--- YOUR INSTRUCTIONS ---
Please keep to the lines below from the one with "M104 237 135" through the one with "M489 383 527", and restate them word for word, ends included.

━━━ MATERIAL PROVIDED

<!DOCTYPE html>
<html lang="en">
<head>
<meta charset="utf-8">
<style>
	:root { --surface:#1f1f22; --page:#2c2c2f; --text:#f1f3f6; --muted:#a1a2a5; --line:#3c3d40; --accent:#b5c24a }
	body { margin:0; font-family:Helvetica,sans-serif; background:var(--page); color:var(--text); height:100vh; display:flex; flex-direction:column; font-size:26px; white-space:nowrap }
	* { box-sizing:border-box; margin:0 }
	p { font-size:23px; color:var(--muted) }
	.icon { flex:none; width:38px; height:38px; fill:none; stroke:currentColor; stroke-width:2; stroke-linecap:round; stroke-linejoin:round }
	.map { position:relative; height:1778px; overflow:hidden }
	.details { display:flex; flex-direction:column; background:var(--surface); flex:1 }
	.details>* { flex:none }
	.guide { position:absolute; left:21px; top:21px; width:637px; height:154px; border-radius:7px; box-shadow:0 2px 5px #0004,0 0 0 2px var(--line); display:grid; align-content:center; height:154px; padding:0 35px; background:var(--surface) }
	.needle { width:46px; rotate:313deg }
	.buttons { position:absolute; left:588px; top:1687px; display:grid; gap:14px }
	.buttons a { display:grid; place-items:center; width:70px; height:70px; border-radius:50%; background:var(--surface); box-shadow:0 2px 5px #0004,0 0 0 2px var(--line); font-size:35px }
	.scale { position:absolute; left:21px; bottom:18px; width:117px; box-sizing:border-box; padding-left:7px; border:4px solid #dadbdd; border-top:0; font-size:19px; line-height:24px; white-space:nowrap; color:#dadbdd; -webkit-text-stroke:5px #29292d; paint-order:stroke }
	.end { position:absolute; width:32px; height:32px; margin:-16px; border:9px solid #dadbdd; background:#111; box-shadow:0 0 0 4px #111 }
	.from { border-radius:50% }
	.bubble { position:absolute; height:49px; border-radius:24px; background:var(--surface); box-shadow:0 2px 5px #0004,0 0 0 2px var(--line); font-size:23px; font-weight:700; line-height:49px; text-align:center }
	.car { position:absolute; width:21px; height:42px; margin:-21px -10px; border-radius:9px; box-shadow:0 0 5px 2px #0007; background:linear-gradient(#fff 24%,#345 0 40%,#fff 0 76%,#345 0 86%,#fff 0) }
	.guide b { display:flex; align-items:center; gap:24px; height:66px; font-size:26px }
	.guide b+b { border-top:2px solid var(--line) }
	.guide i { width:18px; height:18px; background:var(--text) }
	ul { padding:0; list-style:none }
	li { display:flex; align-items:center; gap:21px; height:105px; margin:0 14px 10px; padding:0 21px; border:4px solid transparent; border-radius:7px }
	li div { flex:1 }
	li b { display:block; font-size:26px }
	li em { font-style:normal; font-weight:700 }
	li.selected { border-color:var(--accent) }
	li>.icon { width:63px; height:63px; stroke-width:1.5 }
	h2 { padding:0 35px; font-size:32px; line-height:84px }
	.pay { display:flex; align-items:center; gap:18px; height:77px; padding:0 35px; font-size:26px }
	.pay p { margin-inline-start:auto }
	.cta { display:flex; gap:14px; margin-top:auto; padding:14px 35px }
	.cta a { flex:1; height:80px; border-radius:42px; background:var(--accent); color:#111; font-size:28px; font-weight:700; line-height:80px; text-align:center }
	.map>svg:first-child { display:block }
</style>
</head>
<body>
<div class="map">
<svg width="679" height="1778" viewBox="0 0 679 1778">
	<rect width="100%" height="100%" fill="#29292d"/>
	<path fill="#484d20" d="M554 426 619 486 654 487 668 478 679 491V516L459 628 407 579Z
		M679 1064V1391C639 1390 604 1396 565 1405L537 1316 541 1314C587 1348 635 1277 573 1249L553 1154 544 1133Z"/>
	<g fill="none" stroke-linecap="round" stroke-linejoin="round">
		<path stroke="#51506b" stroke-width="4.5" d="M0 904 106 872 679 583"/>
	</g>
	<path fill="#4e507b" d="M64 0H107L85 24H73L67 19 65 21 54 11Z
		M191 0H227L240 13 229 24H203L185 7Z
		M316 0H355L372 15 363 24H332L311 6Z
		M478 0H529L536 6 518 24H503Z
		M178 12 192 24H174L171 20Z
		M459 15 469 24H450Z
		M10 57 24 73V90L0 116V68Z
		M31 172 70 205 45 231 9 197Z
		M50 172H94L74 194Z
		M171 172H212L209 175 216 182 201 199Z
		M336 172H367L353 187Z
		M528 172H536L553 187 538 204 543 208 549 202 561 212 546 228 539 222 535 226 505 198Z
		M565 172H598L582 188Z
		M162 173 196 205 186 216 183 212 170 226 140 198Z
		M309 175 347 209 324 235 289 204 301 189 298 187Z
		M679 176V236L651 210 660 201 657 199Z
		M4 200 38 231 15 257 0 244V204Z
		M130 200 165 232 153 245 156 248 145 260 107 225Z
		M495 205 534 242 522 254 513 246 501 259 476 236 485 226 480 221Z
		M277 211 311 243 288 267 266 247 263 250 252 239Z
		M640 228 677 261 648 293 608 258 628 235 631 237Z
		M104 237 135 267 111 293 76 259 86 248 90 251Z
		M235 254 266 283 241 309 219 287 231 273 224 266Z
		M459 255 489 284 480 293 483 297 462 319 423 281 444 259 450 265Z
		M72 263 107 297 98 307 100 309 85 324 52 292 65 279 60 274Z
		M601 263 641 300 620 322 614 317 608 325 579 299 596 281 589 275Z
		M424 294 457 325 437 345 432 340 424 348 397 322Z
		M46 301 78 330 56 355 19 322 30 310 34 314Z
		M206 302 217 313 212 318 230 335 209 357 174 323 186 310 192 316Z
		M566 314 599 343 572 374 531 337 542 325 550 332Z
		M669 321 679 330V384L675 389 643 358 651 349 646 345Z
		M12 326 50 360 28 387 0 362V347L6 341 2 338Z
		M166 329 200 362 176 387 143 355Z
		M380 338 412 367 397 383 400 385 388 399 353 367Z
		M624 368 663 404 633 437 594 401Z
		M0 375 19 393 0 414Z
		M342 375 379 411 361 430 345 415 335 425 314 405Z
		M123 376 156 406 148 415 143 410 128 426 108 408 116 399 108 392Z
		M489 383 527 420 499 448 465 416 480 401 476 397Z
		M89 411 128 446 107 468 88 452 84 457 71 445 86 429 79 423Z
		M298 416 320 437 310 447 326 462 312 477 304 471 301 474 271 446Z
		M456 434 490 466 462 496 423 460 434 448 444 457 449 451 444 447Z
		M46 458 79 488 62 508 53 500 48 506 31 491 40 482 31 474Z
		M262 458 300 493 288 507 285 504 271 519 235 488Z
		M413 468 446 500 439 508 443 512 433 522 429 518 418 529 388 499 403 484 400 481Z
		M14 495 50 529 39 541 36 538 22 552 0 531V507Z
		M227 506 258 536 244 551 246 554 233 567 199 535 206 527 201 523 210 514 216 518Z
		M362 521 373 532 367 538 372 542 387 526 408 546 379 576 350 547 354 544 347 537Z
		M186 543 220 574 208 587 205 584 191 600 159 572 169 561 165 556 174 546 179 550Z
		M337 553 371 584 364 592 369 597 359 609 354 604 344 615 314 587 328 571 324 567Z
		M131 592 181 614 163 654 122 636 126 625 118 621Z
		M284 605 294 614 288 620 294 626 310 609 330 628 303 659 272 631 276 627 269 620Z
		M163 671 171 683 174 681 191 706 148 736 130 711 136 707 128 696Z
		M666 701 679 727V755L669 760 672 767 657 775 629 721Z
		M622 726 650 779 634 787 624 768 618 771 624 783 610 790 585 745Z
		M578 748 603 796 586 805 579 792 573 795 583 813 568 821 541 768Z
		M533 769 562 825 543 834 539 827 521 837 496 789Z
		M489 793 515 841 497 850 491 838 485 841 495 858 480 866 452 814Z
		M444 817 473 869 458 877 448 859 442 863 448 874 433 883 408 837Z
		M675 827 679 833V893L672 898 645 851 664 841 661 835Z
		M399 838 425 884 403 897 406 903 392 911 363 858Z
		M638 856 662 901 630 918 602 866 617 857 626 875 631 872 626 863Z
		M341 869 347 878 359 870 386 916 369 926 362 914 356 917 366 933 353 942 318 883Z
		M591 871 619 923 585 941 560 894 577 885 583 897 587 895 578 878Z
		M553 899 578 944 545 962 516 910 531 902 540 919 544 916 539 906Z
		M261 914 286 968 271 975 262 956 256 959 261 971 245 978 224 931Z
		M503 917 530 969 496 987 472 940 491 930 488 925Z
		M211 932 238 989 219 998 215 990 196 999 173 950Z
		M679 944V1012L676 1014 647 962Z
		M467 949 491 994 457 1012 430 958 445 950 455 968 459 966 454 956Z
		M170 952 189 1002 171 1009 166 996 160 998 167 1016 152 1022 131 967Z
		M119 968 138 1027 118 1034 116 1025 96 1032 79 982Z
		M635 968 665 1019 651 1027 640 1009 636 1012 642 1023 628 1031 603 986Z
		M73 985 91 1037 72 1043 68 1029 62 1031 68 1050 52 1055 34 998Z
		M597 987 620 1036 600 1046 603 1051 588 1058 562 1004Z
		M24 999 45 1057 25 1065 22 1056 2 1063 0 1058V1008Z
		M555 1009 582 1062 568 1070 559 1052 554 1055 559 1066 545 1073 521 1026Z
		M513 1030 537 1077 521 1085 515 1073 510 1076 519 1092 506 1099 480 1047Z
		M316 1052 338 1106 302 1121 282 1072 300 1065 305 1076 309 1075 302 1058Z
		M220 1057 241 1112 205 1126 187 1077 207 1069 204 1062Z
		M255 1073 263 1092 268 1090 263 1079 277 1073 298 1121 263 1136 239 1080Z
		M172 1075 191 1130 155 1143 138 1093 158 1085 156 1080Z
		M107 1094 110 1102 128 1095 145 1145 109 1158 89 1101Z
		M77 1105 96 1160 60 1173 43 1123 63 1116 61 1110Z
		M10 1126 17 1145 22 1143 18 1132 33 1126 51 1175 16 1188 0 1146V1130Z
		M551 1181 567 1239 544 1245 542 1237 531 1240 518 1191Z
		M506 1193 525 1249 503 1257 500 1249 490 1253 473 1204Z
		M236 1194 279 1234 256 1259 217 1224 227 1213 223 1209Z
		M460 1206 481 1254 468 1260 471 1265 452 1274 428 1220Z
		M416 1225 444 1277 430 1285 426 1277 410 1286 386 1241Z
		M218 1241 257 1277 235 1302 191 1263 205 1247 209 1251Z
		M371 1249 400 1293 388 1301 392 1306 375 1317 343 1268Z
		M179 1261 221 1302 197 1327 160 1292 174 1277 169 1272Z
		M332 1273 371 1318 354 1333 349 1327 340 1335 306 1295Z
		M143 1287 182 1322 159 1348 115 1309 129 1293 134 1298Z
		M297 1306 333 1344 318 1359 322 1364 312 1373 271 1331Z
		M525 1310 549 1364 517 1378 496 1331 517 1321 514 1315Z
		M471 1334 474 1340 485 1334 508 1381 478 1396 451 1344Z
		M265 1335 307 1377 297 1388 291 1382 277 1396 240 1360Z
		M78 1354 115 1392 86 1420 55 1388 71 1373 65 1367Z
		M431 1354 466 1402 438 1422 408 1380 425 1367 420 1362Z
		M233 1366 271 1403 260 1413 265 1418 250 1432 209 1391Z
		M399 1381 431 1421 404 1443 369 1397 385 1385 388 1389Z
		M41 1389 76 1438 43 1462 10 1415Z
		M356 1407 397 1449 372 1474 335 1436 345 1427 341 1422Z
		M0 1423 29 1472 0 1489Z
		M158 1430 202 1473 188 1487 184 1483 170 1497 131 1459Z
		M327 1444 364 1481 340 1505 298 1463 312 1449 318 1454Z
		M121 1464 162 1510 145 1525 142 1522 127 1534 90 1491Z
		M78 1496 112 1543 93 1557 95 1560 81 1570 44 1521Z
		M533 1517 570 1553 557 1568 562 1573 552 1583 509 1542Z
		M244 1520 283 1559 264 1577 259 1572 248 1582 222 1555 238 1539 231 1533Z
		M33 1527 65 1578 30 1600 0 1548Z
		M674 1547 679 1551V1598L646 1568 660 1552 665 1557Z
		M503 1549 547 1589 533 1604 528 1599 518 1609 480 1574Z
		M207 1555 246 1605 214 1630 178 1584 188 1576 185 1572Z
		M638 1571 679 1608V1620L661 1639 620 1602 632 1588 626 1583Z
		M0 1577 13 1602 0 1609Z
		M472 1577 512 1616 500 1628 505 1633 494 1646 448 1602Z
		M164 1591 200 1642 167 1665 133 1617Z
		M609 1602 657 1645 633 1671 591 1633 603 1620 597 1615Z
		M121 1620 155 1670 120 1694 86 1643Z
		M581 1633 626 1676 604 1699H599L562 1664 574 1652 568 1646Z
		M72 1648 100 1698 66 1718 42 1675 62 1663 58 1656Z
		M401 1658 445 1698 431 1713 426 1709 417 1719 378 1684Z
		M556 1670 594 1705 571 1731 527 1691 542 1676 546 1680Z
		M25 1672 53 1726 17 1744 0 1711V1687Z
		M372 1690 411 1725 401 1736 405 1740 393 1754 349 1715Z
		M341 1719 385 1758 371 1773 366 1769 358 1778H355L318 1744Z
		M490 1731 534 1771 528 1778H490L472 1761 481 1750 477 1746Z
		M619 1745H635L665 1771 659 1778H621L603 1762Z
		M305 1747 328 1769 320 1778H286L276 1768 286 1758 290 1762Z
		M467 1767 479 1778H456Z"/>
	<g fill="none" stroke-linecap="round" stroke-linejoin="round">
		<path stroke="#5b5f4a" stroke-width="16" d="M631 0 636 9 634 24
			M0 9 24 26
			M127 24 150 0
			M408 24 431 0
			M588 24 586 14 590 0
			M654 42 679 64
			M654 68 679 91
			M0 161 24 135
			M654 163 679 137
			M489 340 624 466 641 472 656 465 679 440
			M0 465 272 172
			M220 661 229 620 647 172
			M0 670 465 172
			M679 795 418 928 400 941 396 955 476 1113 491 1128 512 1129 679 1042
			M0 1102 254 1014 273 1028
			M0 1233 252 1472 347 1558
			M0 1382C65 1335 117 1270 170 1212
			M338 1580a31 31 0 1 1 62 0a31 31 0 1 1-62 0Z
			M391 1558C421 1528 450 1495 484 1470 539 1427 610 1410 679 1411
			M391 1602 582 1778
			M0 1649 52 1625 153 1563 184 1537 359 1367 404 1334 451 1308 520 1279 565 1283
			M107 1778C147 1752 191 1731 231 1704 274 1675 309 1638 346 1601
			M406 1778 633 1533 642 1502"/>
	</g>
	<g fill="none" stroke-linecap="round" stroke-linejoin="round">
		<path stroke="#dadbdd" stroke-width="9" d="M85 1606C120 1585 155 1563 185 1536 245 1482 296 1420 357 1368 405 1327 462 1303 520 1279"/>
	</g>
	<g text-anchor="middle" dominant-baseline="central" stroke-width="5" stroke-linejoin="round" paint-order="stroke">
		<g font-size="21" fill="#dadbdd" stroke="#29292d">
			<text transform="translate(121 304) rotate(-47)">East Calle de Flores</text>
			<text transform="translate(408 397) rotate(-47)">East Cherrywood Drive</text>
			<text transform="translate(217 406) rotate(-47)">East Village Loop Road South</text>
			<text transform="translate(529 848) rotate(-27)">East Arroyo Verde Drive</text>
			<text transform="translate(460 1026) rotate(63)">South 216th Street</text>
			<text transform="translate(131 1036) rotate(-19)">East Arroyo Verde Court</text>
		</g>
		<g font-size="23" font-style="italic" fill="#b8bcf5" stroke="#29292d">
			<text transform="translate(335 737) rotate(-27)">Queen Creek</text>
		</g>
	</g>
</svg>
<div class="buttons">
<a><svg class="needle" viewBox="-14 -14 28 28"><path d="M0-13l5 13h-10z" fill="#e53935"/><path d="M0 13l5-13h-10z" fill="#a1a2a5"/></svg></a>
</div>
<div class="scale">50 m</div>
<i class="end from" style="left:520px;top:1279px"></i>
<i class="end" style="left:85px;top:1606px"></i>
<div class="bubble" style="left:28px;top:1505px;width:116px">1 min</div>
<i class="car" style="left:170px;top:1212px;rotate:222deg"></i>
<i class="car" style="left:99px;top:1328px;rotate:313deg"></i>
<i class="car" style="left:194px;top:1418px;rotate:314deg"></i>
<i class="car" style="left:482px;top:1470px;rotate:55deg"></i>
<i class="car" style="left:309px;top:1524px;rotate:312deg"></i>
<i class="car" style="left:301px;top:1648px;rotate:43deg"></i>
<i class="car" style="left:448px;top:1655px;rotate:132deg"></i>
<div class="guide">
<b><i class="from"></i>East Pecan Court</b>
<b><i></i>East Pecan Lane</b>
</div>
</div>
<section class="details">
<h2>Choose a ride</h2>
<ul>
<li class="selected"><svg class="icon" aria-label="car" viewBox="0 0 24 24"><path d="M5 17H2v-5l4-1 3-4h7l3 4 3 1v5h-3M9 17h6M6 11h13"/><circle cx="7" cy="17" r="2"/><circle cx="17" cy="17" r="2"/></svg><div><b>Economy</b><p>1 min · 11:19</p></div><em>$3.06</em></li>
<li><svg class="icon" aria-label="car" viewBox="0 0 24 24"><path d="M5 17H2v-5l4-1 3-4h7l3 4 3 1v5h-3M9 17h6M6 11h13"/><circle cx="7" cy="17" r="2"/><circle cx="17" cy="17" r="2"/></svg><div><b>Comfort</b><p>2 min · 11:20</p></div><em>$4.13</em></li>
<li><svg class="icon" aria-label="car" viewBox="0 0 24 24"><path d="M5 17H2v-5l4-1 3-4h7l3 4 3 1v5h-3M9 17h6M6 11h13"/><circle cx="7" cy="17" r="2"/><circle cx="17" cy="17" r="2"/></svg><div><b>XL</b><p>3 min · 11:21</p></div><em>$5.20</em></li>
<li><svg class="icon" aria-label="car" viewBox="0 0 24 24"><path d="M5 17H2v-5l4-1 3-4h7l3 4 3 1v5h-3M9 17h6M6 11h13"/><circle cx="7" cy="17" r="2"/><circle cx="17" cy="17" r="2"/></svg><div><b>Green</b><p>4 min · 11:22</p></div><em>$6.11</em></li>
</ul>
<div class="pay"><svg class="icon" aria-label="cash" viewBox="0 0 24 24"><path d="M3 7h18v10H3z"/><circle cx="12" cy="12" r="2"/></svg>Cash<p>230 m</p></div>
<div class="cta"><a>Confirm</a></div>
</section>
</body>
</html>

━━━━━━

--- WRITTEN REPLY ---
		M104 237 135 267 111 293 76 259 86 248 90 251Z
		M235 254 266 283 241 309 219 287 231 273 224 266Z
		M459 255 489 284 480 293 483 297 462 319 423 281 444 259 450 265Z
		M72 263 107 297 98 307 100 309 85 324 52 292 65 279 60 274Z
		M601 263 641 300 620 322 614 317 608 325 579 299 596 281 589 275Z
		M424 294 457 325 437 345 432 340 424 348 397 322Z
		M46 301 78 330 56 355 19 322 30 310 34 314Z
		M206 302 217 313 212 318 230 335 209 357 174 323 186 310 192 316Z
		M566 314 599 343 572 374 531 337 542 325 550 332Z
		M669 321 679 330V384L675 389 643 358 651 349 646 345Z
		M12 326 50 360 28 387 0 362V347L6 341 2 338Z
		M166 329 200 362 176 387 143 355Z
		M380 338 412 367 397 383 400 385 388 399 353 367Z
		M624 368 663 404 633 437 594 401Z
		M0 375 19 393 0 414Z
		M342 375 379 411 361 430 345 415 335 425 314 405Z
		M123 376 156 406 148 415 143 410 128 426 108 408 116 399 108 392Z
		M489 383 527 420 499 448 465 416 480 401 476 397Z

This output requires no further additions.